1 . Field of the Invention 

[0001] This invention relates to microprocessor compilers. In particular, the invention 
relates to register renaming. 

2. Description of Related Art 

[0002] Binary translation is a process to translate a source binary code for a source 
architecture into a translated code to be run on a target architecture. Typically, the number 
of registers in the source architecture is much less than that in the target architecture. 
When the large register set in the target architecture can be exploited, the translated code 
may have improved performance. The renaming of the registers take advantage of the 
large register set. One problem in the renaming mechanism is the difficulty to retrieve the 
values of the renamed objects. This problem is referred to as state recovery problem. 
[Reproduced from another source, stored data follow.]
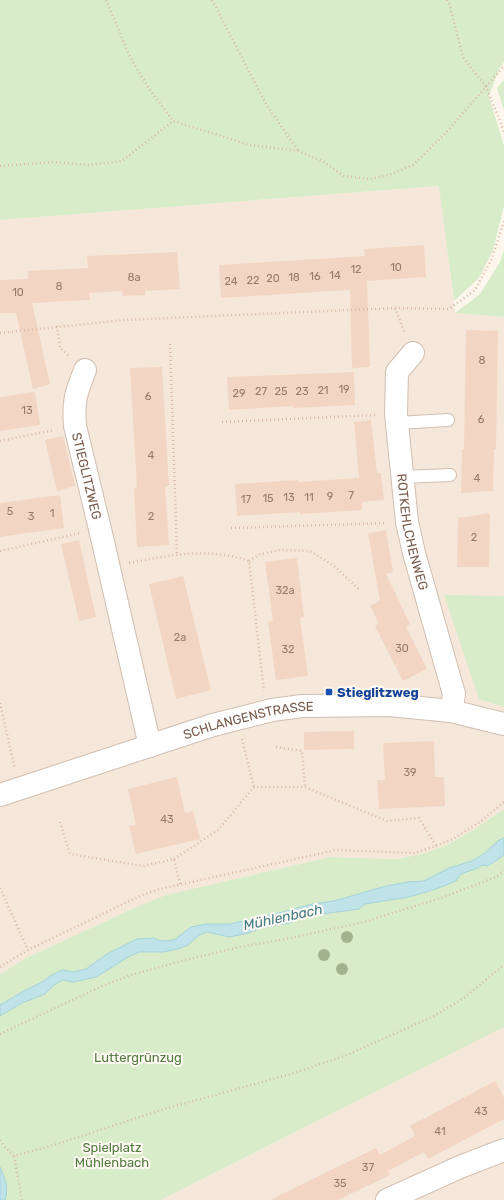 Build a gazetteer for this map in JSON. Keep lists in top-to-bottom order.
{
  "streets": {
    "street": ["STIEGLITZWEG", "ROTKEHLCHENWEG", "SCHLANGENSTRASSE"]
  },
  "crossings": [
    ["STIEGLITZWEG", "SCHLANGENSTRASSE"],
    ["ROTKEHLCHENWEG", "SCHLANGENSTRASSE"]
  ],
  "water": ["Mühlenbach"],
  "parks": ["Luttergrünzug", "Spielplatz Mühlenbach"],
  "places": {
    "transit": ["Stieglitzweg"]
  },
  "house_numbers": [
    "10",
    "12",
    "14",
    "16",
    "8a",
    "18",
    "20",
    "22",
    "24",
    "8",
    "10",
    "8",
    "19",
    "21",
    "27",
    "25",
    "23",
    "29",
    "6",
    "13",
    "6",
    "4",
    "4",
    "7",
    "9",
    "13",
    "11",
    "15",
    "17",
    "5",
    "1",
    "3",
    "2",
    "2",
    "32a",
    "2a",
    "30",
    "32",
    "39",
    "43",
    "43",
    "41",
    "37",
    "35"
  ]
} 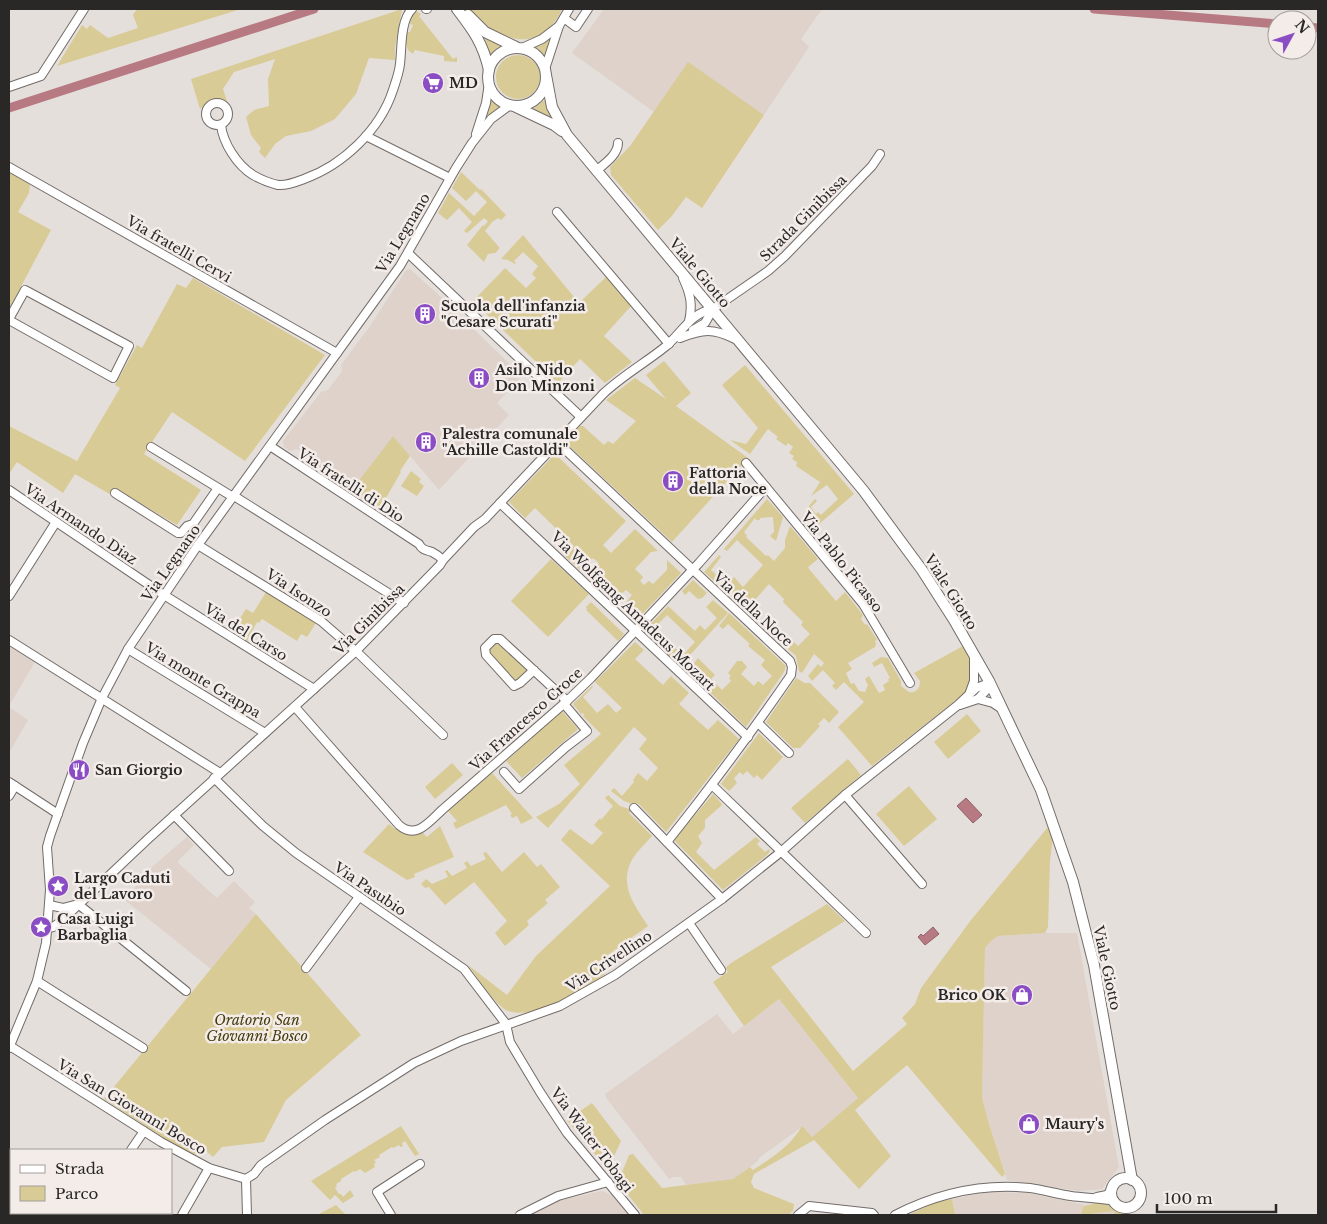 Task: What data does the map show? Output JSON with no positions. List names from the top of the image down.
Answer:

[0003] Existing techniques to solve the state recovery problem have a number of 
disadvantages. In super-scalar architectures, the mapping between renamed registers and 
renaming registers is kept track of dynamically at run time. This technique requires extra 
hardware. In optimizing compilers, an extra store instruction or an assignment operation 
is inserted. This technique is not suitable when the renamed objects that become targets of 
many instructions. In addition, register moving instruction is a costly operation, especially 
for floating point registers. 

[0004] In binary translation, every instruction is translated only once or in a limited 
number of times. Therefore, the dynamic approach used by super-scalar architectures is not 
necessary and may waste a lot of resources. The technique used by the optimizing 
compilers may not be suitable either when the renames registers become target registers of 
other instructions and register moving incurs additional costs in program code and 
processing speed.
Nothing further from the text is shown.